----- Data excerpts

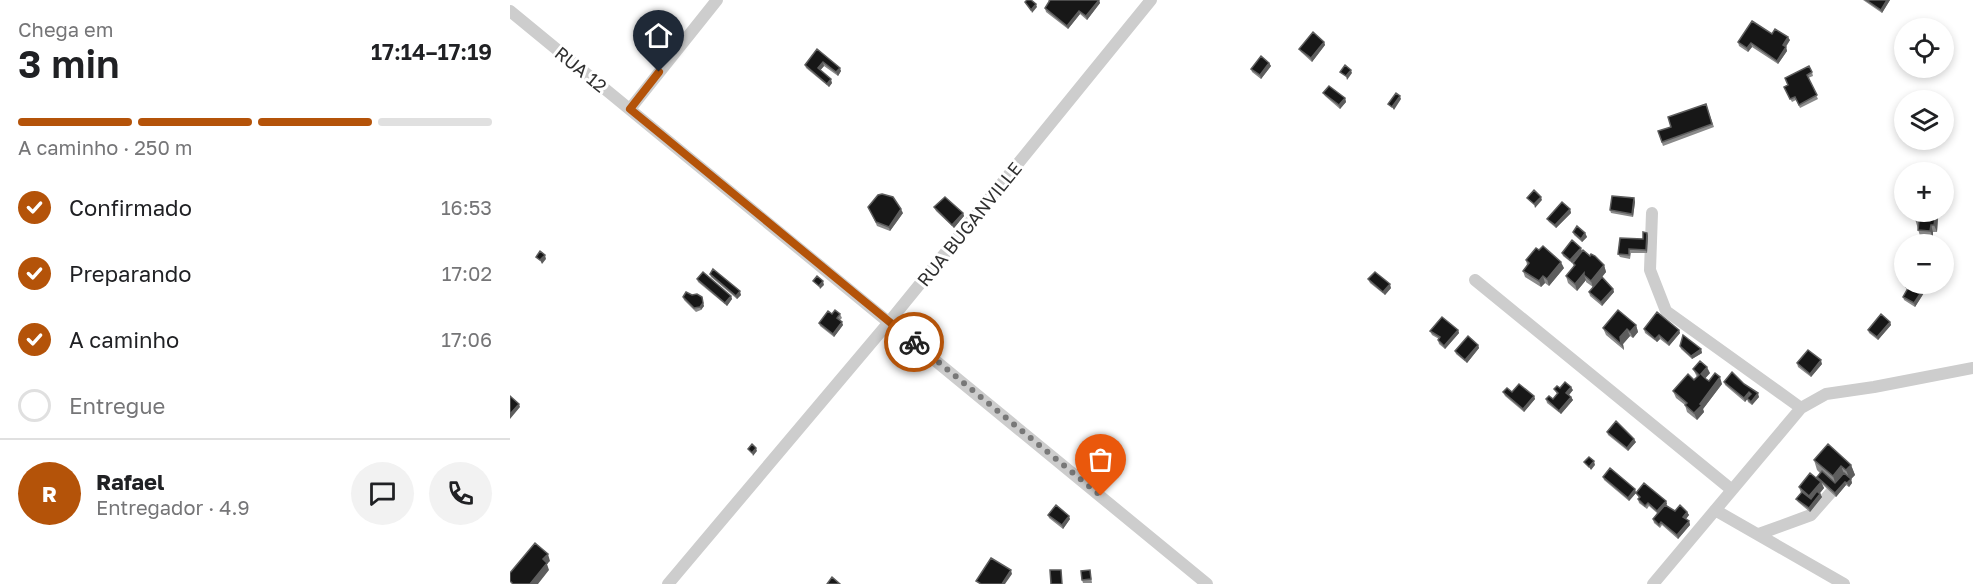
<!DOCTYPE html>
<html lang="pt">
<meta charset="utf-8">
<style>
:root{--surface:#fff;--page:#f2f2f2;--text:#202124;--muted:#757577;--line:#e0e0e0;--accent:#b45309}
body{margin:0;font-family:"Golos Text",sans-serif;background:var(--page);color:var(--text);height:100vh;display:flex;flex-direction:column;font-size:22px;white-space:nowrap}
*{box-sizing:border-box;margin:0}
p{font-size:20px;color:var(--muted)}
.icon{flex:none;width:33px;height:33px;fill:none;stroke:currentColor;stroke-width:2;stroke-linecap:round;stroke-linejoin:round}
.map{position:relative;flex:1;overflow:hidden}
.sheet{display:flex;flex-direction:column;background:var(--surface);width:510px}
.sheet>*{flex:none}
.tools{position:absolute;left:1384px;top:18px;display:grid;gap:12px}
.tools a{display:grid;place-items:center;width:60px;height:60px;border-radius:50%;background:var(--surface);box-shadow:0 3px 9px #0003;font-size:30px}
.pin{position:absolute;display:grid;place-items:center;width:51px;height:51px;color:#fff;margin:-62px -26px;border-radius:50% 50% 50% 0;rotate:-45deg;box-shadow:0 0 6px #0007}
.pin .icon{rotate:45deg}
.courier{position:absolute;display:grid;place-items:center;width:60px;height:60px;margin:-30px;border:4px solid #b45309;border-radius:50%;background:#fff;color:#222;box-shadow:0 2px 8px #0007}
.overview em{font-style:normal;font-weight:600}
.overview div{display:flex;flex-direction:column-reverse}
.overview{display:flex;align-items:center;justify-content:space-between;height:102px;padding:0 18px}
h1{font-size:39px;font-weight:600;line-height:45px}
.bar{display:grid;grid-template-columns:repeat(4,1fr);gap:9px 6px;align-content:center;height:72px;padding:0 18px}
.bar i{height:8px;border-radius:4px;background:var(--line)}
.bar .current{background:var(--accent)}
.bar p{grid-column:span 4}
.line{display:flex;align-items:center;gap:15px;padding:0 18px;border-top:2px solid var(--line)}
.line div{flex:1}
.round{display:grid;place-items:center;flex:none;width:63px;height:63px;border-radius:32px;background:var(--page)}
ol{padding:0 18px;list-style:none}
li{display:flex;align-items:center;gap:18px;height:66px}
li p{margin-inline-start:auto}
li .icon{padding:6px;border-radius:50%;background:var(--accent);color:#fff;stroke-width:4}
li:last-child{color:var(--muted)}
li i{width:33px;height:33px;border:3px solid var(--line);border-radius:50%}
main{display:flex;flex:1;min-height:0}
.map>svg:first-child{display:block}
.lines{fill:none;stroke-linecap:round;stroke-linejoin:round}
.minor{stroke:#cdcdcd;stroke-width:12}
.wall{fill:#8b8b8b}
.shaded-wall{fill:#5d5d5d}
.building{fill:#171717;stroke:#5d5d5d;stroke-width:1.5}
.done{stroke:#787878;stroke-width:6;stroke-dasharray:0 10.8}
.route{stroke:#b45309;stroke-width:8}
.labels{text-anchor:middle;dominant-baseline:central;stroke-width:6;stroke-linejoin:round;paint-order:stroke}
.street-label{font-size:18px;fill:#303030;stroke:#fff}
</style>
<main>
<section class="sheet">
<div class="overview"><div><h1>3 min</h1><p>Chega em</p></div><em>17:14–17:19</em></div>
<div class="bar"><i class="current"></i><i class="current"></i><i class="current"></i><i></i><p>A caminho · 250 m</p></div>
<ol>
<li><svg class="icon" aria-label="check" viewBox="0 0 24 24"><path d="M5 12l5 5 9-10"/></svg>Confirmado<p>16:53</p></li>
<li><svg class="icon" aria-label="check" viewBox="0 0 24 24"><path d="M5 12l5 5 9-10"/></svg>Preparando<p>17:02</p></li>
<li><svg class="icon" aria-label="check" viewBox="0 0 24 24"><path d="M5 12l5 5 9-10"/></svg>A caminho<p>17:06</p></li>
<li><i></i>Entregue</li>
</ol>
<div class="line" style="height:108px"><b class="round" style="background:var(--accent);color:#fff">R</b><div><b>Rafael</b><p>Entregador · 4.9</p></div><a class="round"><svg class="icon" aria-label="chat" viewBox="0 0 24 24"><path d="M4 5h16v11H9l-5 4z"/></svg></a><a class="round"><svg class="icon" aria-label="phone" viewBox="0 0 24 24"><path d="M5 4h4l2 5-3 2q2 4 5 5l2-3 5 2v4C11 20 4 13 5 4z"/></svg></a></div>
</section>
<div class="map">
<svg width="1463" height="584" viewBox="0 0 1463 584">
<rect width="100%" height="100%" fill="#fff"/>
<g class="lines">
<path class="minor" d="M0 11 697 584
M120 109 207 0
M1142 213 1140 270 1156 311 1291 408
M965 280 1222 490
M1205 510 1334 584
M1249 534 1301 515 1331 481
M158 584 379 322 641 0
M1143 584 1291 408 1316 394 1364 387 1463 368"/>
</g>
<path class="wall" d="M538 0H589L590 3 577 20 570 14 558 29 536 12 535 8 540 2Z
M1353 0H1380L1372 13Z
M1262 34 1280 40 1276 47 1277 51 1268 64 1242 47 1238 52 1229 46 1228 42Z
M814 42 815 45 802 62 791 52 789 49Z
M307 49 331 71 328 76 314 66 310 70 322 83 319 87 296 68 295 65Z
M759 63 761 66 751 79 742 72 741 69Z
M1302 72 1303 76 1298 78 1308 99 1290 108 1286 100 1282 102 1274 87Z
M813 93 835 98 836 102 830 109 815 96Z
M1196 104 1204 127 1153 146 1148 131 1161 127Z
M1124 198 1125 202 1123 217 1101 213 1100 210Z
M424 207 453 213 454 216 444 228 426 211Z
M1060 209 1061 213 1046 228 1039 222 1037 219Z
M360 210 393 213 380 231 367 226Z
M1403 212H1432L1431 217H1428L1427 232H1423V237L1410 236Z
M1063 232 1075 233 1077 237 1072 242 1064 235Z
M1137 233 1138 236 1137 253H1121L1120 259 1110 257 1108 254 1133 239Z
M1072 251 1062 263 1053 256 1052 253Z
M1080 256 1094 265 1096 272 1092 277 1103 289 1104 292 1092 306 1080 296 1079 292 1083 287 1076 282V280L1067 291 1058 283 1056 276 1064 267 1063 263Z
M1016 260 1054 268 1039 286 1035 283 1031 287 1015 277 1013 271 1017 265Z
M200 274 231 295 227 299 201 277Z
M187 279 221 296 222 299 217 306 188 282Z
M858 279 881 288 875 295 860 283Z
M1416 285 1417 288 1405 307 1394 300 1393 297 1397 290 1396 287Z
M173 297 194 306 191 310 186 312 174 300Z
M322 314H330L332 318 330 320 333 325 324 337 310 326 309 323Z
M1380 322 1381 325 1368 340 1359 333 1358 330Z
M1126 325 1128 332 1123 338 1120 336 1113 344 1114 350 1096 335 1093 328Z
M1134 329 1169 330 1170 333 1159 346 1150 339 1147 342 1135 333Z
M948 330 949 333 935 349 929 344 928 340 929 339 922 335 920 331Z
M968 345 969 348 957 363 946 354 945 351Z
M1170 346 1191 349 1192 353 1182 359 1171 349Z
M1287 363 1312 364 1301 377 1288 367Z
M1183 369 1200 373 1195 378 1199 381 1212 384 1193 409 1194 412 1187 420 1177 412 1175 405 1166 398 1163 391 1187 377Z
M1214 382 1249 397 1242 405 1238 402 1237 399 1235 402 1215 385Z
M1050 388 1063 390 1059 395 1061 397 1063 400 1051 414 1037 403 1036 399H1043L1047 394 1044 389Z
M993 392H1002L1024 396 1025 399 1014 412 995 396Z
M1097 432 1126 442 1118 451 1098 435Z
M1304 460 1341 465 1345 475 1341 479 1342 483 1339 487 1336 485 1326 497 1312 484 1314 488 1310 493 1312 497 1300 512 1288 502 1286 499 1291 493 1289 487 1308 479 1307 477 1310 473 1307 470Z
M1093 477 1125 489 1126 493 1156 501 1157 504 1156 505 1165 511 1177 512 1179 515 1176 519 1179 521 1180 525 1168 539 1152 525 1150 528 1144 523 1143 519 1147 513 1139 506 1137 509 1129 503 1128 499 1129 498 1126 493 1119 501 1094 480Z
M538 515 560 519 553 529 539 518Z
M580 570 582 583H573L572 580Z"/>
<path class="shaded-wall" d="M589 0 590 3 577 20 576 16Z
M1377 0H1380L1372 13 1371 10Z
M526 4 527 7 522 13 521 10Z
M569 11 570 14 558 29 557 26Z
M1278 37 1280 40 1274 49 1273 45Z
M814 42 815 45 802 62 801 58Z
M1241 43 1242 47 1238 52 1237 48Z
M1276 47 1277 51 1268 64 1267 61Z
M313 62 314 66 309 72 308 68Z
M759 63 761 66 751 79 750 75Z
M330 68 331 71 328 76 326 72Z
M841 70 842 73 837 80 836 76Z
M321 79 322 83 319 87 317 84Z
M890 96 891 99 884 110 882 107Z
M835 98 836 102 830 109 829 105Z
M1031 197 1032 200 1025 208 1024 204Z
M1124 198 1125 202 1123 217 1122 214Z
M391 209 393 213 380 231 379 227Z
M1060 209 1061 213 1046 228 1045 225Z
M1426 212 1428 217 1427 232 1424 225Z
M453 213 454 216 444 228 442 225Z
M1421 225 1423 232V237L1420 231Z
M1075 233 1077 237 1072 242 1071 239Z
M1137 233 1138 236 1137 253 1136 250Z
M1071 248 1072 251 1062 263 1060 260Z
M35 255 36 259 32 264 30 260Z
M1051 262 1054 268 1039 286 1037 279Z
M1094 265 1096 272 1083 288 1081 281Z
M1074 273V275L1076 280 1067 291 1065 284Z
M1033 276 1035 283 1031 287 1029 281Z
M313 281 314 285 310 289 309 286Z
M880 284 881 288 875 295 873 292Z
M1416 285 1417 288 1405 307 1404 303Z
M1103 289 1104 292 1092 306 1091 302Z
M230 291 231 295 227 299 226 296Z
M221 296 222 299 217 306 215 303Z
M192 297 194 306 191 310 190 307Z
M332 322 333 325 324 337 323 334Z
M1380 322 1381 325 1368 340 1367 337Z
M1126 325 1128 332 1123 338 1120 332Z
M1117 329 1120 336 1113 344 1114 350 1111 344 1110 337Z
M948 330 949 333 935 349 934 346Z
M1169 330 1170 333 1159 346 1158 343Z
M1149 335 1150 339 1147 342 1145 339Z
M968 345 969 348 957 363 955 360Z
M1191 349 1192 353 1182 359 1181 356Z
M1311 360 1312 364 1301 377 1300 374Z
M1197 367 1200 373 1193 381 1191 374Z
M1210 377 1212 384 1193 409 1194 412 1187 420 1184 413 1190 404Z
M1061 387 1063 390 1058 396 1056 393Z
M1239 392 1240 396 1235 402 1234 398Z
M1248 393 1249 397 1242 405 1241 402Z
M1024 396 1025 399 1014 412 1013 409Z
M1061 397 1063 400 1051 414 1049 411Z
M9 404 10 407 0 419V414Z
M1124 439 1126 442 1118 451 1117 448Z
M246 448 247 451 243 456 242 453Z
M1084 461 1085 465 1081 470 1079 467Z
M1341 465 1345 475 1340 480 1336 470Z
M1331 466 1335 476 1326 486 1323 476Z
M1341 479 1342 483 1339 487 1337 483Z
M1311 482 1314 488 1302 503 1299 496Z
M1335 482 1336 485 1326 497 1325 493Z
M1125 489 1126 493 1119 501 1118 498Z
M1310 494 1312 497 1300 512 1299 508Z
M1156 501 1157 504 1148 514 1147 511Z
M1177 512 1179 515 1175 520 1173 517Z
M559 516 560 519 553 529 552 525Z
M1179 521 1180 525 1168 539 1167 535Z
M38 554 40 561 37 564 39 570 28 584H20L33 559Z
M501 570 502 574 495 584H492Z"/>
<path class="building" d="M517 0H521L526 4 521 10 515 2Z
M540 0H589L576 16 569 11 557 26 535 8Z
M1356 0H1377L1371 10Z
M1242 21 1262 34 1265 29 1278 37 1273 45 1276 47 1267 61 1241 43 1237 48 1228 42Z
M803 32 814 42 801 58 789 49Z
M307 49 330 68 326 72 313 62 308 68 321 79 317 84 295 65Z
M751 56 759 63 750 75 741 69Z
M835 65 841 70 836 76 830 72Z
M1299 66 1302 72 1297 75 1307 95 1289 105 1285 97 1280 99 1274 87 1278 85 1275 78Z
M819 86 835 98 829 105 813 93Z
M886 93 890 96 882 107 878 104Z
M1196 104 1202 124 1152 142 1148 131 1161 127 1158 117Z
M1024 190 1031 197 1024 204 1017 198Z
M372 194 383 197 391 209 379 227 366 222 358 207 368 195Z
M1102 196 1124 198 1122 214 1100 210Z
M435 197 453 213 442 225 424 207Z
M1052 202 1060 209 1045 225 1037 219Z
M1406 212H1426L1424 225H1421L1420 231 1408 230 1409 220 1405 219Z
M1067 226 1075 233 1071 239 1063 232Z
M1133 232 1137 233 1136 250 1119 249V255L1108 254 1110 238 1133 239Z
M1062 240 1071 248 1060 260 1052 253Z
M1033 246 1051 262 1037 279 1033 276 1029 281 1013 271 1019 263 1016 260 1026 248 1029 250Z
M1073 250 1080 256 1081 254 1085 256 1094 265 1081 281 1074 275V273L1065 284 1056 276 1065 265 1063 263Z
M30 251 35 255 30 260 26 257Z
M1394 254 1395 255V264L1394 265 1389 260Z
M203 269 230 291 226 296 200 274Z
M193 272 221 296 215 303 187 279Z
M865 272 880 284 873 292 858 279Z
M307 276 313 281 309 286 303 281Z
M1092 277 1103 289 1091 302 1079 292Z
M1398 284H1414L1416 285 1404 303 1393 297 1398 288 1396 287Z
M176 292 182 295 187 294 192 297 193 303 190 307 184 308 173 297Z
M325 310 330 314 327 318 332 322 323 334 309 323 318 311 322 314Z
M1108 310 1126 325 1120 332 1117 329 1110 337 1111 344 1093 328Z
M1147 312 1169 330 1158 343 1149 335 1145 339 1134 329Z
M1371 314 1380 322 1367 337 1358 330Z
M932 317 948 330 934 346 928 340 930 337 920 331Z
M1173 335 1191 349 1181 356 1170 346Z
M958 336 968 345 955 360 945 351Z
M1298 350 1311 360 1300 374 1287 363Z
M1190 361 1197 367 1191 374 1196 379 1199 381 1205 373 1210 377 1190 404 1192 405 1184 413 1175 405 1177 403 1163 391 1178 374 1184 380 1189 375 1183 369Z
M1222 372 1234 384 1248 393 1241 402 1237 398 1241 394 1239 392 1234 398 1214 382Z
M1055 382 1061 387 1056 393 1061 397 1049 411 1036 399 1039 396 1043 399 1048 393 1044 389 1047 386 1050 388Z
M1009 384 1024 396 1013 409 993 392 997 388 1002 392Z
M0 396 9 404 0 414Z
M1106 421 1124 439 1117 448 1097 432Z
M242 444 246 448 242 453 238 449Z
M1318 444 1341 465 1336 470 1331 466 1323 476 1304 460Z
M1079 457 1084 461 1079 467 1074 462Z
M1100 468 1125 489 1118 498 1093 477Z
M1312 471 1325 483 1334 473 1341 479 1337 483 1335 482 1325 493 1307 477Z
M1300 473 1311 482 1299 496 1289 487Z
M1134 483 1156 501 1147 511 1138 503 1135 506 1128 499 1130 497 1126 493Z
M1307 491 1310 494 1299 508 1286 499 1292 492 1301 499Z
M546 505 559 516 552 525 538 515Z
M1155 505 1165 511 1170 505 1177 512 1173 517 1179 521 1167 535 1151 522 1149 525 1143 519Z
M25 543 38 554 33 559 37 563 20 584H3L0 581V573Z
M481 558 501 570 492 584H471L466 581Z
M540 570H551L552 584H541Z
M580 570 581 579 572 580 571 571Z
M322 577 330 584H317Z"/>
<g class="lines">
<path class="done" d="M404 342 591 496"/>
<path class="route" d="M149 72 120 109 404 342"/>
</g>
<g class="labels">
<g class="street-label">
<text transform="translate(71 69) rotate(39)">RUA 12</text>
<text transform="translate(459 224) rotate(-51)">RUA BUGANVILLE</text>
</g>
</g>
</svg>
<div class="tools">
<a><svg class="icon" aria-label="locate" viewBox="0 0 24 24"><circle cx="12" cy="12" r="6"/><path d="M12 2v4M12 18v4M2 12h4M18 12h4"/></svg></a>
<a><svg class="icon" aria-label="layers" viewBox="0 0 24 24"><path d="M12 4l9 5-9 5-9-5zM3 14l9 5 9-5"/></svg></a>
<a>+</a>
<a>−</a>
</div>
<div class="pin" style="left:591px;top:496px;background:#ea580c"><svg class="icon" aria-label="bag" viewBox="0 0 24 24"><path d="M5 8h14l-1 12H6zM9 8a3 3 0 0 1 6 0"/></svg></div>
<div class="pin" style="left:149px;top:72px;background:#1f2937"><svg class="icon" aria-label="home" viewBox="0 0 24 24"><path d="M3 11l9-7 9 7M6 9v11h12V9"/></svg></div>
<div class="courier" style="left:404px;top:342px"><svg class="icon" aria-label="bike" viewBox="0 0 24 24"><circle cx="6" cy="16" r="4"/><circle cx="18" cy="16" r="4"/><path d="M6 16l4-8h5l3 8M10 8l3 8H6M13 5h3"/></svg></div>
</div>
</main>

----------

Work to complete: Restate word for word only the lines above from the line containing "M322 314H330L332 318" to the line containing "M1134 329 1169", both of them included.

Written answer:
M322 314H330L332 318 330 320 333 325 324 337 310 326 309 323Z
M1380 322 1381 325 1368 340 1359 333 1358 330Z
M1126 325 1128 332 1123 338 1120 336 1113 344 1114 350 1096 335 1093 328Z
M1134 329 1169 330 1170 333 1159 346 1150 339 1147 342 1135 333Z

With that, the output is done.